• [WHAT IS NEEDED]
Pull every line containing "service" from the data.

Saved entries
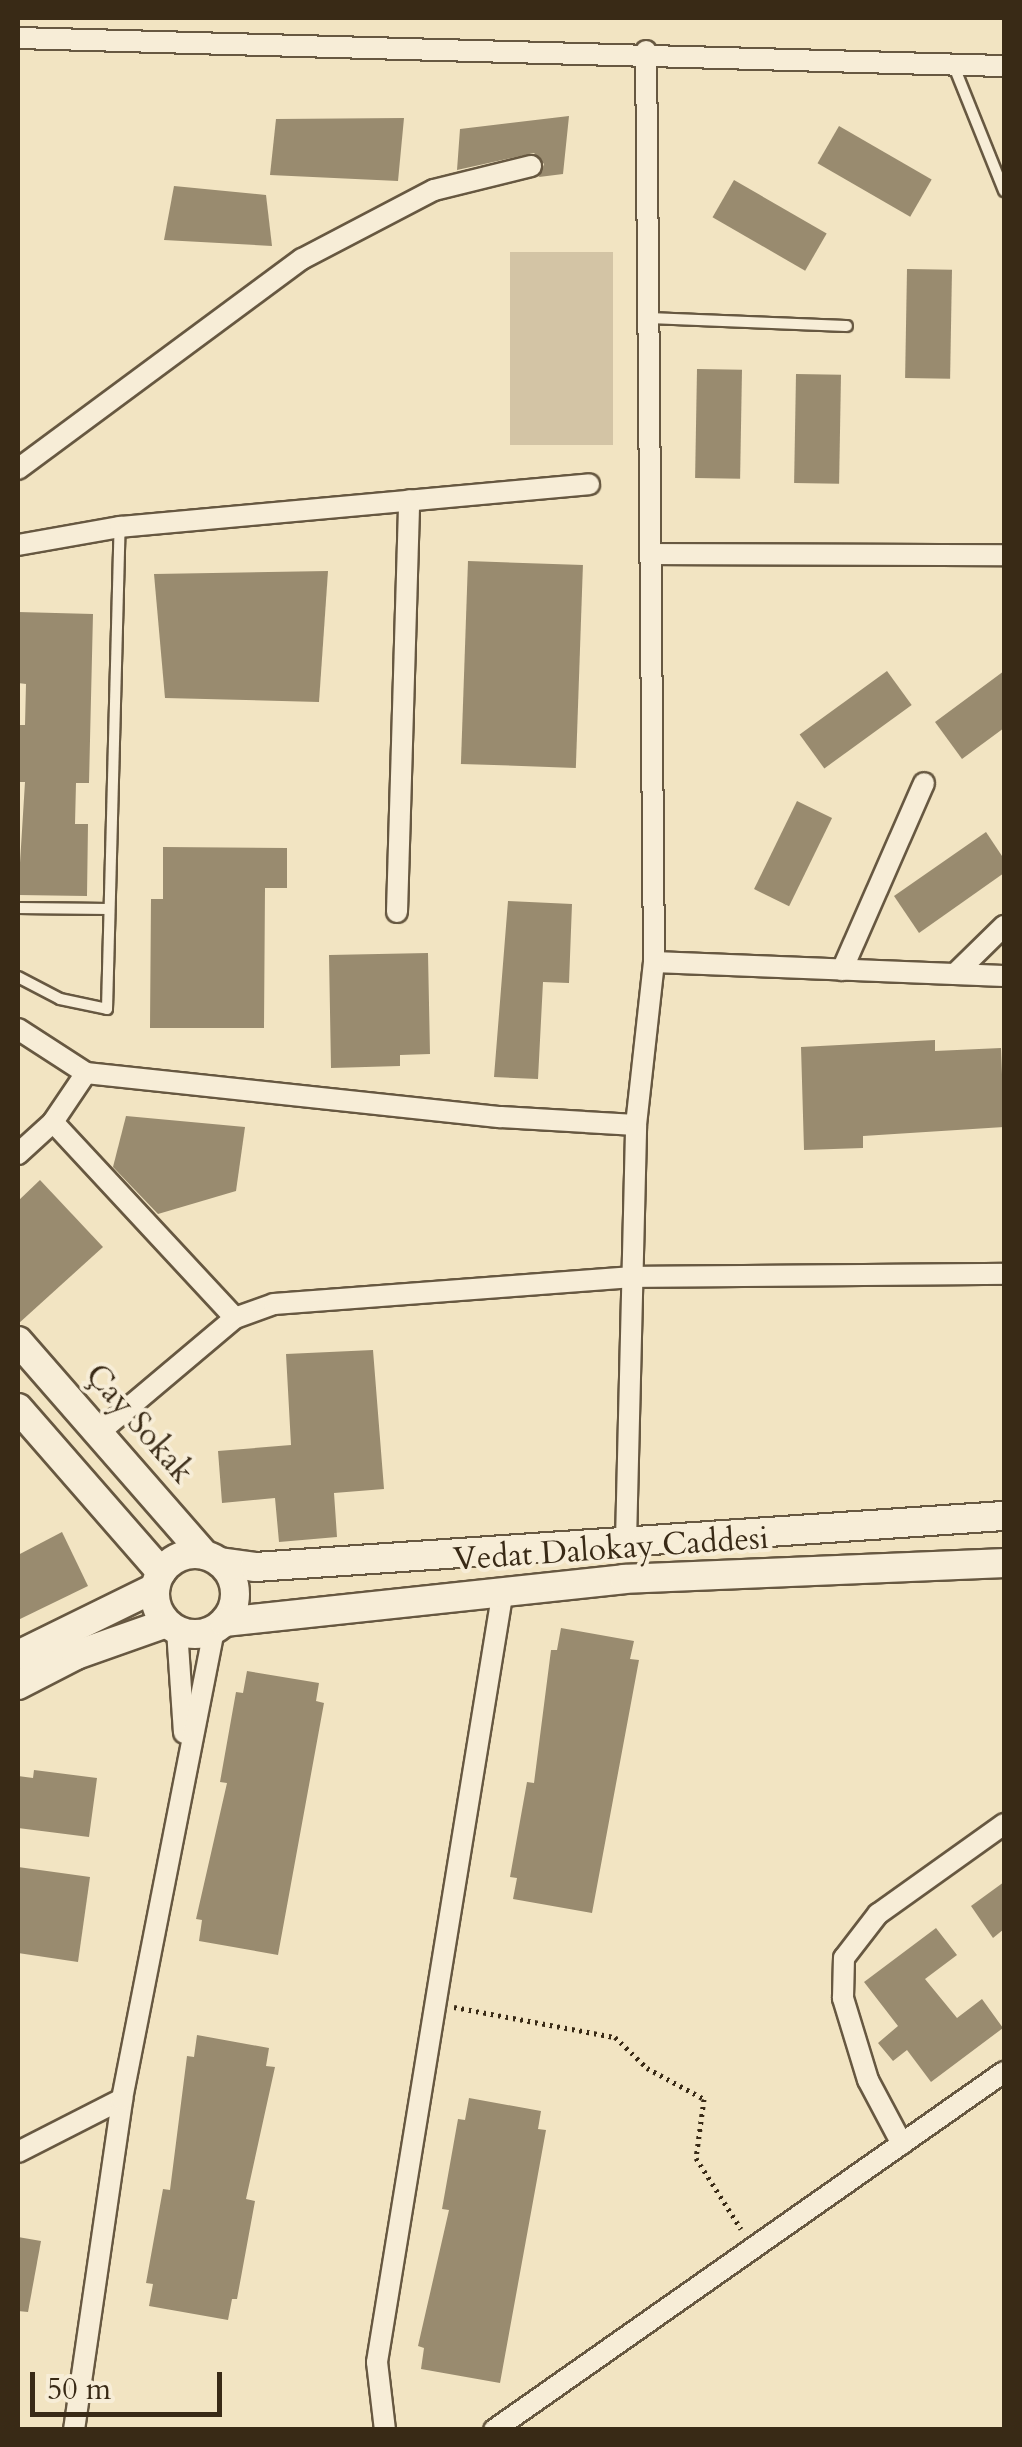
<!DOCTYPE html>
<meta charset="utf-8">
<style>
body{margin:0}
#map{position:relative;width:1022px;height:2447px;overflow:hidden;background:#f2e4c2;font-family:Cardo,serif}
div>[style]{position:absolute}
.green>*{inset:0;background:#d3c4a5;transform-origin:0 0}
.building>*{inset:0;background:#998b6f;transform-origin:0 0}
.path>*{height:5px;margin-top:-2.5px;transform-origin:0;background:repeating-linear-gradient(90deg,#392a16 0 2.5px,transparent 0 7.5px)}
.roads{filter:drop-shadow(2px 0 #675841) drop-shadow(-2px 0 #675841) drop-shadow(0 2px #675841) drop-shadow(0 -2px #675841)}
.service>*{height:10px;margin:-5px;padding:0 5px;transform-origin:5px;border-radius:5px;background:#f7edd7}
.minor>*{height:20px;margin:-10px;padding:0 10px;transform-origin:10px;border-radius:10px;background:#f7edd7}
.secondary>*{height:28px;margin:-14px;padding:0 14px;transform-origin:14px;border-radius:14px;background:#f7edd7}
.secondary>.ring{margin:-14px;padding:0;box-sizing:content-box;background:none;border:28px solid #f7edd7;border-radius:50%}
span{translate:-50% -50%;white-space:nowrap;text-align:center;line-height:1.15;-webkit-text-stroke:8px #f7edd7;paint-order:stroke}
.street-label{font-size:32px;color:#392a16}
.frame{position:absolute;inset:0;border:20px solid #392a16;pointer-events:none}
.scale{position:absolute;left:30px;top:2372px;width:192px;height:45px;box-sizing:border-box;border:5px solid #392a16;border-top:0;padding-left:12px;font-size:30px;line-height:35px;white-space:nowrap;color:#392a16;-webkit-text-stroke:8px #f7edd7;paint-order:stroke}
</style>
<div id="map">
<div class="green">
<i style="left:510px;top:252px;width:103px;height:193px"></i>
</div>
<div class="building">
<i style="clip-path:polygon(569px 116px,563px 174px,539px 177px,544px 164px,534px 153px,457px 170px,460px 129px)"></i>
<i style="clip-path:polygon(404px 118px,398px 181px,270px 175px,276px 119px)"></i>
<i style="left:839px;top:126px;width:107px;height:43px;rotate:30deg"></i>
<i style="left:734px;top:180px;width:107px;height:43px;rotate:30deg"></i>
<i style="clip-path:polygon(174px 186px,266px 195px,272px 246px,164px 240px)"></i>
<i style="left:907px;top:269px;width:45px;height:109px;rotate:1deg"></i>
<i style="left:697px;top:369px;width:45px;height:109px;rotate:1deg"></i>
<i style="left:796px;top:374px;width:45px;height:109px;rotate:1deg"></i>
<i style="left:468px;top:561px;width:115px;height:203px;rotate:2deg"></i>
<i style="clip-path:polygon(328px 571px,319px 702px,165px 698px,154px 574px)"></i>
<i style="clip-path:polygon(18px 612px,93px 614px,89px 783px,76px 783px,75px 824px,88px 824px,87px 896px,18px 895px,25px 782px,18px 782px,18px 725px,25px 725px,26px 684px,18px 683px)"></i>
<i style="left:887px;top:671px;width:42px;height:108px;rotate:54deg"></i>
<i style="clip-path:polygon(1004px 671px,1004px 728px,962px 759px,935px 722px)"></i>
<i style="left:797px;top:801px;width:39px;height:98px;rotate:26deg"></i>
<i style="clip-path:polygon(986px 832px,1004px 859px,1004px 873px,919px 933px,894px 896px)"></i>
<i style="clip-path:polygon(163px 847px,287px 848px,287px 888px,265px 888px,264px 1028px,150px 1028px,151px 899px,163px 899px)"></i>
<i style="clip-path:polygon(508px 901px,572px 904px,569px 983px,543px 982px,538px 1079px,494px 1077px)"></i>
<i style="clip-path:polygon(428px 953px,430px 1054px,400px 1055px,400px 1066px,331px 1068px,329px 955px)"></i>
<i style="clip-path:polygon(935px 1040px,935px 1051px,1001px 1048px,1004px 1127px,863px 1136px,863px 1148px,804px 1150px,801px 1047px)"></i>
<i style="clip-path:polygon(126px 1116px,245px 1127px,236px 1191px,158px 1214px,113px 1167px)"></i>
<i style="clip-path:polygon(40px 1180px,103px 1247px,18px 1324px,18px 1201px)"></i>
<i style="clip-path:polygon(373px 1350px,384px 1489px,334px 1493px,337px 1537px,279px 1542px,275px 1498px,222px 1503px,218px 1451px,291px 1445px,286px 1354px)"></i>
<i style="clip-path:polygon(62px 1532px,88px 1586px,18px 1620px,18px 1555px)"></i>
<i style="clip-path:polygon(561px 1628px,634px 1641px,630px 1659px,639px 1660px,592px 1913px,513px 1899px,517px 1878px,510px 1877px,527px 1782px,534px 1783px,551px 1650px,557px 1650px)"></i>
<i style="clip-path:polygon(247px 1671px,319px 1683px,316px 1701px,324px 1703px,278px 1955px,199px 1941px,202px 1920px,196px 1919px,227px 1783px,220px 1782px,236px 1692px,243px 1693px)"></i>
<i style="clip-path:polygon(34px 1770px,97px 1778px,89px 1837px,18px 1828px,18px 1776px,33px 1778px)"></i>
<i style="clip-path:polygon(18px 1867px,90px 1877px,78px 1962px,18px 1953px)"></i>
<i style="clip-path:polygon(1004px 1882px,1004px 1929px,993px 1938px,971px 1906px)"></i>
<i style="clip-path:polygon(936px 1928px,957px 1955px,925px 1979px,957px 2018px,982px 1999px,1003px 2028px,931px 2082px,907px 2050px,893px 2061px,878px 2043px,898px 2026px,864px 1982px)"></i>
<i style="clip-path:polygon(197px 2035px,269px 2048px,266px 2066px,275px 2067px,246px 2199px,255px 2201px,237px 2299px,232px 2299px,228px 2320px,149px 2306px,153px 2284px,146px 2283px,163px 2189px,170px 2190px,187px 2056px,194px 2057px)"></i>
<i style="clip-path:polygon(469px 2098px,541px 2111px,538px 2129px,546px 2130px,500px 2383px,421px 2369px,424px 2348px,418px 2346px,449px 2210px,442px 2209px,458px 2119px,465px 2120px)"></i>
<i style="clip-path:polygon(18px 2237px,41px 2241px,28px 2312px,18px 2311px)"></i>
</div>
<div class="path">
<i style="left:454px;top:2007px;width:164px;rotate:10.6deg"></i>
<i style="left:615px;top:2037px;width:45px;rotate:44.1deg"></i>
<i style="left:647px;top:2068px;width:65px;rotate:28.5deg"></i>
<i style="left:704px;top:2099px;width:60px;rotate:97.7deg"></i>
<i style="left:696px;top:2158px;width:84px;rotate:57.6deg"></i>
</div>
<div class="roads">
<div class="service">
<i style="left:953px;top:64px;width:137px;rotate:68.1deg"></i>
<i style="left:648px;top:318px;width:199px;rotate:2.3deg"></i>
<i style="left:18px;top:908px;width:91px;rotate:0.6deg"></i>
<i style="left:18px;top:977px;width:47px;rotate:27.6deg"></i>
<i style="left:60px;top:999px;width:48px;rotate:12deg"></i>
<i style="left:107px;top:1009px;width:481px;rotate:-88.5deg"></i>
</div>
<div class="minor">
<i style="left:18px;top:38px;width:986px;rotate:1.63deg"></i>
<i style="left:18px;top:469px;width:353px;rotate:-36.5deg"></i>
<i style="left:302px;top:259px;width:149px;rotate:-27.6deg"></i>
<i style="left:434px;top:190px;width:100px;rotate:-13.9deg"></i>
<i style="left:18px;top:545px;width:104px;rotate:-10deg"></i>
<i style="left:120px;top:527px;width:471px;rotate:-5.2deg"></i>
<i style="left:651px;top:554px;width:353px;rotate:0.2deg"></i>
<i style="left:397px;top:912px;width:412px;rotate:-88.3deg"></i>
<i style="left:654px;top:962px;width:350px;rotate:2.3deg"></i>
<i style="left:842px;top:970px;width:204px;rotate:-66.3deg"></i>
<i style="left:955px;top:974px;width:69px;rotate:-44.4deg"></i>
<i style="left:18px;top:1029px;width:81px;rotate:32.9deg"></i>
<i style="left:86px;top:1073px;width:59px;rotate:124deg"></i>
<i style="left:53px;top:1122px;width:267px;rotate:47.1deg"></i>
<i style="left:86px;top:1073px;width:417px;rotate:6.1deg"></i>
<i style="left:501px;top:1117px;width:135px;rotate:3.4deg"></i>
<i style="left:18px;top:1154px;width:47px;rotate:-42.4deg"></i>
<i style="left:102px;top:1430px;width:174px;rotate:-40.1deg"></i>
<i style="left:235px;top:1318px;width:41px;rotate:-19.7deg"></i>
<i style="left:274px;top:1304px;width:360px;rotate:-4.3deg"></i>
<i style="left:633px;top:1277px;width:371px;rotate:-0.5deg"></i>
<i style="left:626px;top:1541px;width:416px;rotate:-88.6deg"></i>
<i style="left:636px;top:1125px;width:164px;rotate:-83.7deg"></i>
<i style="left:654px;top:962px;width:911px;rotate:-90.5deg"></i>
<i style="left:177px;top:1630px;width:103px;rotate:86.1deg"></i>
<i style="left:902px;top:2144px;width:72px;rotate:-118deg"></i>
<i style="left:868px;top:2080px;width:86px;rotate:-107deg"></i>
<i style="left:843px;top:1998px;width:40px;rotate:-88.6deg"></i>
<i style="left:844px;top:1958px;width:56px;rotate:-52.3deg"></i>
<i style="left:878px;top:1914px;width:155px;rotate:-35.5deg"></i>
<i style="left:18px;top:2152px;width:117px;rotate:-27deg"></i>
<i style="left:74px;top:2430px;width:334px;rotate:-81.7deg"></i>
<i style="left:122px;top:2099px;width:479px;rotate:-78.9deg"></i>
<i style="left:385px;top:2430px;width:68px;rotate:-96.7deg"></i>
<i style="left:377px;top:2362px;width:782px;rotate:-80.73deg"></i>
<i style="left:494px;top:2430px;width:623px;rotate:-35.07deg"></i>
</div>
<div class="secondary">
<i style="left:18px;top:1341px;width:284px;rotate:48.9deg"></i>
<i style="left:18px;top:1408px;width:218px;rotate:48.9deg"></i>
<i class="ring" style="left:155px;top:1554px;width:52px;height:52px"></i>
<i style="left:220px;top:1562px;width:35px;rotate:8deg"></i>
<i style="left:255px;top:1567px;width:751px;rotate:-3.9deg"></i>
<i style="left:224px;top:1622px;width:402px;rotate:-6.1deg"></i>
<i style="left:624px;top:1579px;width:380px;rotate:-2.4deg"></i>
<i style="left:18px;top:1655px;width:153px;rotate:-26.1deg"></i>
<i style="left:18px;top:1685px;width:65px;rotate:-27.3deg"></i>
<i style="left:76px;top:1655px;width:96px;rotate:-19.4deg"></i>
</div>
</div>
<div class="street-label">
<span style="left:139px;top:1424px;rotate:49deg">Çay Sokak</span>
<span style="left:611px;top:1549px;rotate:-4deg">Vedat Dalokay Caddesi</span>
</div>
<div class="frame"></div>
<div class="scale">50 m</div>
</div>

• [ANSWER TO THE PROBLEM]
.service>*{height:10px;margin:-5px;padding:0 5px;transform-origin:5px;border-radius:5px;background:#f7edd7}
<div class="service">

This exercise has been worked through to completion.